Joe Biden Sanksi Korea Utara Pasca Uji Coba Rudal Balistik

Kamis, 13/01/2022 06:42 WIB

WASHINGTON, Jurnas.com - Pemerintahan Joe Biden memberlakukan sanksi pertamanya atas program senjata Korea Utara menyusul serangkaian peluncuran rudal Korea Utara, termasuk dua sejak pekan lalu.

Dikutip dari Reuters, sanksi tersebut menargetkan enam warga Korea Utara, satu orang Rusia dan satu perusahaan Rusia yang menurut Washington bertanggung jawab atas pengadaan barang untuk program tersebut dari Rusia dan China.

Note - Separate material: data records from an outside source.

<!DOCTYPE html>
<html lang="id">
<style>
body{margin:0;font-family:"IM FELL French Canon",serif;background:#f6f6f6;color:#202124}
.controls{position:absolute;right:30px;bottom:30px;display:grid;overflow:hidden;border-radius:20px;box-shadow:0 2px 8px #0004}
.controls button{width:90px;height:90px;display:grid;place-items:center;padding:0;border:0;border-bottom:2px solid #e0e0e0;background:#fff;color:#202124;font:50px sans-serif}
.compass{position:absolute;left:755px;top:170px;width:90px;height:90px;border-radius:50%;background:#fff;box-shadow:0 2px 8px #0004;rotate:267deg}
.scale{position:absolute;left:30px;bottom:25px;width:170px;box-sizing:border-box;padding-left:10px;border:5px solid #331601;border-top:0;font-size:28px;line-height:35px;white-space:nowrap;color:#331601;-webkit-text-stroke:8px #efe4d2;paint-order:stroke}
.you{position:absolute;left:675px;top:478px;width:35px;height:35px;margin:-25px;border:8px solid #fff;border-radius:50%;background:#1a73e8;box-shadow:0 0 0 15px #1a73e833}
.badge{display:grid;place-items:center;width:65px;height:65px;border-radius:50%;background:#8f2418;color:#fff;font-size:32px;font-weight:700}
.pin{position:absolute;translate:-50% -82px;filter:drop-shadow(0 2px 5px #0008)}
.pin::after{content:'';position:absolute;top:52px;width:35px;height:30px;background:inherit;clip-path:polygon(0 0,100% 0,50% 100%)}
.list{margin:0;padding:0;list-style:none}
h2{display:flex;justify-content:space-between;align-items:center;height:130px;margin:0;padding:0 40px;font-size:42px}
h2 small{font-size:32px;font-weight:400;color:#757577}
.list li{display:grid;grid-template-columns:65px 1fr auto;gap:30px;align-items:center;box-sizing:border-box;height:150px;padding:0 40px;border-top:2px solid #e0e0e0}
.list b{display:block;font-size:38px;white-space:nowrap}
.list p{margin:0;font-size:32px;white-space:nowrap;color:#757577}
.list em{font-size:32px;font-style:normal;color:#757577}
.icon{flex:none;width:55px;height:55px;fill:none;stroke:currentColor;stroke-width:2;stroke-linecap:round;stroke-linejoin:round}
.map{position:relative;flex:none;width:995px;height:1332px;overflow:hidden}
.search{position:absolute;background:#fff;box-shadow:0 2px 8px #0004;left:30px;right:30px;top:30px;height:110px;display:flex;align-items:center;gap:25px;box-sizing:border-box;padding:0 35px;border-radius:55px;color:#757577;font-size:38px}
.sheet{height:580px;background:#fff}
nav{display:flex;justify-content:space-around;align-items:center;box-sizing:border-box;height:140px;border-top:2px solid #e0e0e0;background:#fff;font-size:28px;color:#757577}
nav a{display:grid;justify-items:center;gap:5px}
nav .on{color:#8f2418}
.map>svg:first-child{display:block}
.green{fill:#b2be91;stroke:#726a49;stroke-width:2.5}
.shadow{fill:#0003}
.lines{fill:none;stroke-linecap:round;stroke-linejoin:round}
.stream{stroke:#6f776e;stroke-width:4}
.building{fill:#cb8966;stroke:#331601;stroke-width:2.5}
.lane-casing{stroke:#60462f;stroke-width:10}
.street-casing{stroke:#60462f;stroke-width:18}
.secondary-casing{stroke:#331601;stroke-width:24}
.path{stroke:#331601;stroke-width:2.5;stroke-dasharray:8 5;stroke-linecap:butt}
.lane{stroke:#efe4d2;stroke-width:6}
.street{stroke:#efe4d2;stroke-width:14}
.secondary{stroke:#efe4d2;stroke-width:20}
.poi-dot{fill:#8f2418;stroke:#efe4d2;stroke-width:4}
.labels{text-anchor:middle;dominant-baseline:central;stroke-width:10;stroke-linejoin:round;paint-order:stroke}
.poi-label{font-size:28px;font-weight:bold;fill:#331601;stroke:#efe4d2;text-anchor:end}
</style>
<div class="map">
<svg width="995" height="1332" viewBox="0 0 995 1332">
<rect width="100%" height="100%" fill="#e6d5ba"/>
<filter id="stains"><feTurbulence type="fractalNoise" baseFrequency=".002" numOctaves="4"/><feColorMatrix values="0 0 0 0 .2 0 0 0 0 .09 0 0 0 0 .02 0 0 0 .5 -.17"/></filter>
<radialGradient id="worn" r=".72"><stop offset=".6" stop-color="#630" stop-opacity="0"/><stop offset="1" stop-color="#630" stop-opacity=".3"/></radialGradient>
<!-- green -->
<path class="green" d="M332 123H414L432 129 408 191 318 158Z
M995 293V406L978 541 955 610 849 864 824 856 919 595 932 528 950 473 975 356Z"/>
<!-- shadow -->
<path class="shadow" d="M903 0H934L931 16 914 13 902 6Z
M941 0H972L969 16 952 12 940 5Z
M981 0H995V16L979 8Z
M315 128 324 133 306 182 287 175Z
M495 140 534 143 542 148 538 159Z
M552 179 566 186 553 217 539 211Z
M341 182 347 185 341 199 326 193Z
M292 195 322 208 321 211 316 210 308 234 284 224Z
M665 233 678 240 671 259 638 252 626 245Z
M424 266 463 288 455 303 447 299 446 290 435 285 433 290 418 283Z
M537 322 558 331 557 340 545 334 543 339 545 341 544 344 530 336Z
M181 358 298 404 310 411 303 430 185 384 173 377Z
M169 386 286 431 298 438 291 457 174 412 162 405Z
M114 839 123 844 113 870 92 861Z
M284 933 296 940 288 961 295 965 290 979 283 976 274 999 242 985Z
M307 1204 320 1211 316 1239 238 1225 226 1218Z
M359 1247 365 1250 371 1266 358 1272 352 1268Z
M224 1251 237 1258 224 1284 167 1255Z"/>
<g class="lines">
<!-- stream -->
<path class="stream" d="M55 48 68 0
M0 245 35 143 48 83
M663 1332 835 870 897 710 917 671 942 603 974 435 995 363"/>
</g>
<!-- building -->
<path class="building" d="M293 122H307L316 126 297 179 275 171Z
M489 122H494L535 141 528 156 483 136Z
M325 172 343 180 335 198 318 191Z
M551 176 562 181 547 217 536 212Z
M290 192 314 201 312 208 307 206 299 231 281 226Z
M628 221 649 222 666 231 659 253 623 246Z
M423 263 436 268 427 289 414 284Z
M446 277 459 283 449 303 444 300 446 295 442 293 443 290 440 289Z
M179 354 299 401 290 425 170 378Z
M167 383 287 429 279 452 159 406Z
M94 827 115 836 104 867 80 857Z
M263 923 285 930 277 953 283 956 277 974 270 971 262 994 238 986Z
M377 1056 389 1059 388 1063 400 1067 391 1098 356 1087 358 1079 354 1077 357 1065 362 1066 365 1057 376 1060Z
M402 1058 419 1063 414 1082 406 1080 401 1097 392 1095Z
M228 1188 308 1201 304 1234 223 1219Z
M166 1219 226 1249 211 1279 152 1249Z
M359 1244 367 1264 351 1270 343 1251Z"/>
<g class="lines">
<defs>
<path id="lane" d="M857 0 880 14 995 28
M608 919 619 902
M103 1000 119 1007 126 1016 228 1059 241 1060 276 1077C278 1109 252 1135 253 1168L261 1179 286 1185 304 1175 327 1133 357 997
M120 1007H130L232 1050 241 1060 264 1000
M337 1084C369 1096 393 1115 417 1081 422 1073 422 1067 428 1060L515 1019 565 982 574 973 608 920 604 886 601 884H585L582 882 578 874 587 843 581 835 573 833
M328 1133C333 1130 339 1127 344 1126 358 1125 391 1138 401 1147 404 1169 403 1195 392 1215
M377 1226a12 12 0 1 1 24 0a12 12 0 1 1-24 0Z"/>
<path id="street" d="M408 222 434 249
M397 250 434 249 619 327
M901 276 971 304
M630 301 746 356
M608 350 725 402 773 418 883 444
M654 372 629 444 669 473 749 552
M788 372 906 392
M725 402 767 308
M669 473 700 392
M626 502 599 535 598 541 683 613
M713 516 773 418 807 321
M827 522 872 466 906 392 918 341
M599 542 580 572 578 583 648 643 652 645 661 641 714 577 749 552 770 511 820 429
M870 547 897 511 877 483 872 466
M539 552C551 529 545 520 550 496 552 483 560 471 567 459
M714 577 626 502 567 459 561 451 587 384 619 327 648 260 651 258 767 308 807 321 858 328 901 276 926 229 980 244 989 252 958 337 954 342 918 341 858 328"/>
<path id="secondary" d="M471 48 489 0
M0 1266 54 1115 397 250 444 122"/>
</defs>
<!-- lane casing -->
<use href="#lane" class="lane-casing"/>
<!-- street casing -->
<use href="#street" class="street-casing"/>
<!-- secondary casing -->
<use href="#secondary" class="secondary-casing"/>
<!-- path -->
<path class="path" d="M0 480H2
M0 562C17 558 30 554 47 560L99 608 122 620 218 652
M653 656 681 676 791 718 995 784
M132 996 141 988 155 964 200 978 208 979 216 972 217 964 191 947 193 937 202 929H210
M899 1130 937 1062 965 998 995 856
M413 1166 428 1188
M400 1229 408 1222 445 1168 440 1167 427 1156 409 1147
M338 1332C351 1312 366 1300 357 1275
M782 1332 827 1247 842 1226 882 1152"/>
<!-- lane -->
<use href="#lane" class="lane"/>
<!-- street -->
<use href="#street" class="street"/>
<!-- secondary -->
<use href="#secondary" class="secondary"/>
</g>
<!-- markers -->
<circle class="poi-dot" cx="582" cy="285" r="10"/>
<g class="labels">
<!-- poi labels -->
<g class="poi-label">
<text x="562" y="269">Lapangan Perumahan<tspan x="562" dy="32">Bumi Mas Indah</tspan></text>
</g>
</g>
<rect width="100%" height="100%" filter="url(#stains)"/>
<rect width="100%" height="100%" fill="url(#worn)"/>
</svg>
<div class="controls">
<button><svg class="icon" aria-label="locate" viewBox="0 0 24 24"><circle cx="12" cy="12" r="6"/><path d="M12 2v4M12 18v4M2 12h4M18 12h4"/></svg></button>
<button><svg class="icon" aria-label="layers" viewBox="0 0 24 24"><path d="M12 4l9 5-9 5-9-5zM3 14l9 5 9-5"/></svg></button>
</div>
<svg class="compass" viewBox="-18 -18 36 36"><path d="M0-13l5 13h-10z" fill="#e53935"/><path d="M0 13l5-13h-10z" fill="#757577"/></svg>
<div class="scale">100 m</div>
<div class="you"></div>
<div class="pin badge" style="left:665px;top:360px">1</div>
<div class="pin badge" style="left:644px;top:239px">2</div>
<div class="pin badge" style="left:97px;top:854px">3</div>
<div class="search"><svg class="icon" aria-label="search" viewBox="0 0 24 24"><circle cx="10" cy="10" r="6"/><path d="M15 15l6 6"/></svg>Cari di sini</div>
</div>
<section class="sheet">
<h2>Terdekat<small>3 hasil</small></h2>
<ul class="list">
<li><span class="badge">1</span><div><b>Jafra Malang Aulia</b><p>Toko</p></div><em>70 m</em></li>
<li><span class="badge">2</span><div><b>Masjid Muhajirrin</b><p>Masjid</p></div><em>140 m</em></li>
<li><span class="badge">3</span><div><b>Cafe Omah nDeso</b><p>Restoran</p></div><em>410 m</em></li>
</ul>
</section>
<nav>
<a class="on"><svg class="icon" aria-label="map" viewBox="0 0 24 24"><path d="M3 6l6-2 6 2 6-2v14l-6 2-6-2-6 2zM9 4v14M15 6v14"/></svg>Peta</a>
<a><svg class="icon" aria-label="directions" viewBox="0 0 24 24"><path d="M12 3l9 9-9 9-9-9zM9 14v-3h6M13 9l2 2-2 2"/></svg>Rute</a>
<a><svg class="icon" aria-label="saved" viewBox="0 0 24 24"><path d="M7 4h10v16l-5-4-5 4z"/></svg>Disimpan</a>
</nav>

Departemen Keuangan AS mengatakan langkah-langkah tersebut bertujuan untuk mencegah kemajuan program Korea Utara dan untuk menghambat upayanya untuk mengembangkan teknologi senjata.

Pemerintahan Presiden AS Biden tidak berhasil melibatkan Pyongyang dalam dialog untuk membujuknya agar menyerahkan bom nuklir dan misilnya sejak menjabat pada Januari tahun lalu.

Juru bicara Departemen Luar Negeri AS, Ned Price mengatakan, Washington tetap berkomitmen untuk melakukan diplomasi dengan Korea Utara.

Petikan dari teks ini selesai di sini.